#### WHAT YOU WILL DO:
Reply only with how many lines of the listing below hold the word "linejoin".
'''
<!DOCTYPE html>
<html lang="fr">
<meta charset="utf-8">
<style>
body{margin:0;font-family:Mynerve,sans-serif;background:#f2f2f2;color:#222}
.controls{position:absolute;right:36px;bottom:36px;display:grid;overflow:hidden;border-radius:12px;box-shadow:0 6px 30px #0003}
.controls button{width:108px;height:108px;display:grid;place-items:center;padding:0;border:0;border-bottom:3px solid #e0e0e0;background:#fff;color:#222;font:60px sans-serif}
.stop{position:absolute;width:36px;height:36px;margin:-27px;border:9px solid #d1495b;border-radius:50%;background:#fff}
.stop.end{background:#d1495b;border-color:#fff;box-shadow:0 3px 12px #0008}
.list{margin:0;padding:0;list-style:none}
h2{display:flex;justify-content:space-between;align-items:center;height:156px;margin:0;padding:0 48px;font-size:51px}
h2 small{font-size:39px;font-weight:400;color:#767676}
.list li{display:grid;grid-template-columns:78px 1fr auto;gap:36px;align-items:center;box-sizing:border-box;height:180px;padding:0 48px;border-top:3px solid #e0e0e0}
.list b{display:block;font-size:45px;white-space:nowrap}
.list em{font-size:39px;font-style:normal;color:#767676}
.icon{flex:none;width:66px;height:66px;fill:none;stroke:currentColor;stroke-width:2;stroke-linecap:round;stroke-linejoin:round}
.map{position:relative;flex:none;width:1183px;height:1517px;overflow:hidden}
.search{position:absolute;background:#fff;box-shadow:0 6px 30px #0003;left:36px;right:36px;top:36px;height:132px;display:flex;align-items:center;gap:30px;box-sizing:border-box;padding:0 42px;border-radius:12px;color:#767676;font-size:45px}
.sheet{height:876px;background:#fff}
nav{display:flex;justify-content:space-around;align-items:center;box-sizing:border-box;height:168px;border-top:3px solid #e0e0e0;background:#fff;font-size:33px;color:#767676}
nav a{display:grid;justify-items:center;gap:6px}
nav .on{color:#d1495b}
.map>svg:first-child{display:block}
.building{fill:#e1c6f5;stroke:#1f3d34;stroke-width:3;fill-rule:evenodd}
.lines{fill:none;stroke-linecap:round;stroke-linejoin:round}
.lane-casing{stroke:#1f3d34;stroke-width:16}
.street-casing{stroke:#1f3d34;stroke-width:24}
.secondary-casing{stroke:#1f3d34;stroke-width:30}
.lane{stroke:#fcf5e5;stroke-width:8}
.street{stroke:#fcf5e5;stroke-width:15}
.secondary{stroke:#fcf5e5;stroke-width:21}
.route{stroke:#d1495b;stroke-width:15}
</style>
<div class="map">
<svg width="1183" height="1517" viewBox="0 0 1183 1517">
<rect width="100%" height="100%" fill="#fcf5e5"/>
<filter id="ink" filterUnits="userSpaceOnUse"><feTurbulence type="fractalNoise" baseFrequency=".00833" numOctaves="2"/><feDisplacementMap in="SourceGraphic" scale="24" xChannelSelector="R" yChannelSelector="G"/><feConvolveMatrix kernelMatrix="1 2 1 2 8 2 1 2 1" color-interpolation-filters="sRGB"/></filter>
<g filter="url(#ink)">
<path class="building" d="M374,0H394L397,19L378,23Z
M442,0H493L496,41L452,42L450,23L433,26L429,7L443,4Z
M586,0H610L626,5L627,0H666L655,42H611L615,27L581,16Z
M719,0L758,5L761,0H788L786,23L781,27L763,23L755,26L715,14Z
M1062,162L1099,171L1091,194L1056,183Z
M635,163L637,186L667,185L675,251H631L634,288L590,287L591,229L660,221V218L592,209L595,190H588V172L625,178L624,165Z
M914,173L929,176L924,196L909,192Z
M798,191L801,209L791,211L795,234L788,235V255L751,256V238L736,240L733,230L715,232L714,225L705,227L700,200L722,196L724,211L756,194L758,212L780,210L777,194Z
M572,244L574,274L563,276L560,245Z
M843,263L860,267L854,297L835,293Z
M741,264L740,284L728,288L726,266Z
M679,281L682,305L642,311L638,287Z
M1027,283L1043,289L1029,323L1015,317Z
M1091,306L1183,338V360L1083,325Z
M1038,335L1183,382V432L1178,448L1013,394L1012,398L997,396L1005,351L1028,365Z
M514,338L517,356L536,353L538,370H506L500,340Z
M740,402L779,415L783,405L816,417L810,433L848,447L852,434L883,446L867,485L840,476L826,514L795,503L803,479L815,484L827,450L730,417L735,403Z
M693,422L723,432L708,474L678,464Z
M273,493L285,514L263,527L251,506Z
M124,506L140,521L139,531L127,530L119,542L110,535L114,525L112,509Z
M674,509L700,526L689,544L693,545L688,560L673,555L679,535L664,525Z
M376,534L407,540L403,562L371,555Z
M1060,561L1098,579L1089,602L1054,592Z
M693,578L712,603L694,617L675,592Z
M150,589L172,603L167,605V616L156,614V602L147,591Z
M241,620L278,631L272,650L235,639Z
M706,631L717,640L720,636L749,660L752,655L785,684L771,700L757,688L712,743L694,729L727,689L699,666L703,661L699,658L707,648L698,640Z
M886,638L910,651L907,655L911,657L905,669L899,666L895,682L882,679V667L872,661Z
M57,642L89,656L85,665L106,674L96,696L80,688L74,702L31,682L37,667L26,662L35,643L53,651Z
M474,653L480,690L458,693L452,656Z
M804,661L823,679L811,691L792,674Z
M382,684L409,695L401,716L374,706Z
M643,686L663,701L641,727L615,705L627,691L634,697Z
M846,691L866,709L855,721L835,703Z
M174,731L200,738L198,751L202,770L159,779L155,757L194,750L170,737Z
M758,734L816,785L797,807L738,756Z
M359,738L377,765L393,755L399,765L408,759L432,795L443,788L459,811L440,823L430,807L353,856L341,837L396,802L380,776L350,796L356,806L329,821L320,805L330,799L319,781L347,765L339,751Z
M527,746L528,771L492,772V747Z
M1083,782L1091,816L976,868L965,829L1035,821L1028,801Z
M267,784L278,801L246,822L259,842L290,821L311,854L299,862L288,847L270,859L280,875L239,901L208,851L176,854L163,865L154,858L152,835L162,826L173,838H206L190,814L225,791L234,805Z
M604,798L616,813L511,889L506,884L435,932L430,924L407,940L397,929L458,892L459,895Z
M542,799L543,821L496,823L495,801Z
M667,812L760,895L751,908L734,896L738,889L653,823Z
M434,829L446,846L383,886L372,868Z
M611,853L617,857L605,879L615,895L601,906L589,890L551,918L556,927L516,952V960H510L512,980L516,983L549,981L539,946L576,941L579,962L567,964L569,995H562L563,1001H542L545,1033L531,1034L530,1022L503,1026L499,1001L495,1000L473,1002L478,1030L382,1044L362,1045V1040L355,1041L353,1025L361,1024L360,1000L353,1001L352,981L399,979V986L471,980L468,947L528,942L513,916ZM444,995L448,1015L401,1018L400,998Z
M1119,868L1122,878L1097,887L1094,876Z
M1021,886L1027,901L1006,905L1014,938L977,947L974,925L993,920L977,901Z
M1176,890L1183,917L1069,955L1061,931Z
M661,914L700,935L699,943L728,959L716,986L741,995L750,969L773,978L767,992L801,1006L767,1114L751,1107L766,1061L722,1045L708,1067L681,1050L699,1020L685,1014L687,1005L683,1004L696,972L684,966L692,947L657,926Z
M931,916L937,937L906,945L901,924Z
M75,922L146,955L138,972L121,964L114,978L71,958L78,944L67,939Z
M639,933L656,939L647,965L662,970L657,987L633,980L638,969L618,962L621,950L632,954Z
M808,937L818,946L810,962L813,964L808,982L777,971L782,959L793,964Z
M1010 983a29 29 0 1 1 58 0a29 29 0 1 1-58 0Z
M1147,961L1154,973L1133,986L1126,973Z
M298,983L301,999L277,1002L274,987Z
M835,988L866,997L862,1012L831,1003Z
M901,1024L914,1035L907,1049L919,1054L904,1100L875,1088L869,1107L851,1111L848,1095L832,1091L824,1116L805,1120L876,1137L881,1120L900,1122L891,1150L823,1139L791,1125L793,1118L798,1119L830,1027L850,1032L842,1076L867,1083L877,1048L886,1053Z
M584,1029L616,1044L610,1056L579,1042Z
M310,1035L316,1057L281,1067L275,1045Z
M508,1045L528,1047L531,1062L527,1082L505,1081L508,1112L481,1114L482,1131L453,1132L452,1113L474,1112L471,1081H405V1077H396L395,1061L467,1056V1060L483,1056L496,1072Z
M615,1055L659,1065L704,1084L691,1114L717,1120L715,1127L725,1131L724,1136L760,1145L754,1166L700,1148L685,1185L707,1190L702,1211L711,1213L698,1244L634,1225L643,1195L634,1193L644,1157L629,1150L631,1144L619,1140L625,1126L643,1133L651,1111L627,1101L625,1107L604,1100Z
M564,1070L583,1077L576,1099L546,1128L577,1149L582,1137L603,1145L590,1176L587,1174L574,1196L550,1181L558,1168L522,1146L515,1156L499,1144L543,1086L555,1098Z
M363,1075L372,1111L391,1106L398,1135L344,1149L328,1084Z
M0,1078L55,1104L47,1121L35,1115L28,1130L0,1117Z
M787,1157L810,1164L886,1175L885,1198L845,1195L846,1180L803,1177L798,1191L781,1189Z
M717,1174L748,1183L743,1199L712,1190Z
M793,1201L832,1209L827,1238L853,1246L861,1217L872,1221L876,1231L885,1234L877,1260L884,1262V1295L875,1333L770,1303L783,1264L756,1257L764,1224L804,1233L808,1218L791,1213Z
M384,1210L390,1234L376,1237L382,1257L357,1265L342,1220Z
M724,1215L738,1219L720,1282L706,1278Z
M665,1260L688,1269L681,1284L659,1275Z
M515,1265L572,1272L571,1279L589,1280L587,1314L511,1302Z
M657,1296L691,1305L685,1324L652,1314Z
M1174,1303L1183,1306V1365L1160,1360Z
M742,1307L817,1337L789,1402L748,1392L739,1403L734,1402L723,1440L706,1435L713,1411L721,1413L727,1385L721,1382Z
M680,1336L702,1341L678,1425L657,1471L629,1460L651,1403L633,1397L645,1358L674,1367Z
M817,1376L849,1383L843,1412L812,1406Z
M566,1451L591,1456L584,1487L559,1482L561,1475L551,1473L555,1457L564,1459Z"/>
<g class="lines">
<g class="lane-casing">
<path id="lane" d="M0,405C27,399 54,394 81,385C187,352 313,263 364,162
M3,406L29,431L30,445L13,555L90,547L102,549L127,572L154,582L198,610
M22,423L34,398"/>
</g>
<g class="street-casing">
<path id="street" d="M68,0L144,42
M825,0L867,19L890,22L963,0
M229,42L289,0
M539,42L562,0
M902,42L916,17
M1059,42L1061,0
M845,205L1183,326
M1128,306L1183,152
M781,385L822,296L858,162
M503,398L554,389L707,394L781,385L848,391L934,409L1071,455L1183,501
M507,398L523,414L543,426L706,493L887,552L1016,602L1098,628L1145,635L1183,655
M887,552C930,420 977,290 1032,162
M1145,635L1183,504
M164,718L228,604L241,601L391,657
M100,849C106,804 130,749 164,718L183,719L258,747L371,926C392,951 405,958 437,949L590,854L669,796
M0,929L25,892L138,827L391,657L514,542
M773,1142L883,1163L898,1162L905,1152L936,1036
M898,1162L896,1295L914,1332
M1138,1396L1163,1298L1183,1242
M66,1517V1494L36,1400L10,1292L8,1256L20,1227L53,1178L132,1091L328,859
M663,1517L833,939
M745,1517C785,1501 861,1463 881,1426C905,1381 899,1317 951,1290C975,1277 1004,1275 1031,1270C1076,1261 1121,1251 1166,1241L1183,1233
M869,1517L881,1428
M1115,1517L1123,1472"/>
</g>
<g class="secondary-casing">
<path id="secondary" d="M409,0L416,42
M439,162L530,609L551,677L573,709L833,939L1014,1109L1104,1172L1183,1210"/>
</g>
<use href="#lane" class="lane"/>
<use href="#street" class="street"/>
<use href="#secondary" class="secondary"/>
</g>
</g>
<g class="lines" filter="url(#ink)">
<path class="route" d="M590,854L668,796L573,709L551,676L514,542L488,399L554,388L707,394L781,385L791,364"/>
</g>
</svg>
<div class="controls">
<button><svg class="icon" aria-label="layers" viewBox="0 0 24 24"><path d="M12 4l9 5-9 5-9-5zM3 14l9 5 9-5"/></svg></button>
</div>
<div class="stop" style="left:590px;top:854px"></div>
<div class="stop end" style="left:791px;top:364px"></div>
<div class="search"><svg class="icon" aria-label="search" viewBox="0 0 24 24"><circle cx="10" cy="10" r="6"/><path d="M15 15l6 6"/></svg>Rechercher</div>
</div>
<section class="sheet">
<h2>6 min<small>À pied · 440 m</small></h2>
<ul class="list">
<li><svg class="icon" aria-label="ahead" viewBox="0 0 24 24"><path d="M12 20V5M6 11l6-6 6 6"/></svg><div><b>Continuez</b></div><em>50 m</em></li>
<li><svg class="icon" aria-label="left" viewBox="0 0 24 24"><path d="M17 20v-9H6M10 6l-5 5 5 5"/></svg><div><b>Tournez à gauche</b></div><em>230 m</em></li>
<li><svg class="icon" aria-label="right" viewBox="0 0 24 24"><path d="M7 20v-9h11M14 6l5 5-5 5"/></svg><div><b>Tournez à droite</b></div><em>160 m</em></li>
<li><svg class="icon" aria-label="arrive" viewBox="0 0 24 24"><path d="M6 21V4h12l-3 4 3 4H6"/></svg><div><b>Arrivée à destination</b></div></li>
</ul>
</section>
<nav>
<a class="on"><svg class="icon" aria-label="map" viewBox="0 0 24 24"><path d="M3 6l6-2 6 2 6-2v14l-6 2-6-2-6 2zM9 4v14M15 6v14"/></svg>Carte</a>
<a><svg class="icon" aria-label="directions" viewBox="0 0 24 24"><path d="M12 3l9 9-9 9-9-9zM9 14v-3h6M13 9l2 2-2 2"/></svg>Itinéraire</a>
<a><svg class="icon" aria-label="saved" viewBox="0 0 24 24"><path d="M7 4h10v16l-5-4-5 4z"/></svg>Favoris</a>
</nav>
'''
#### REPLY TO THE EXERCISE:
2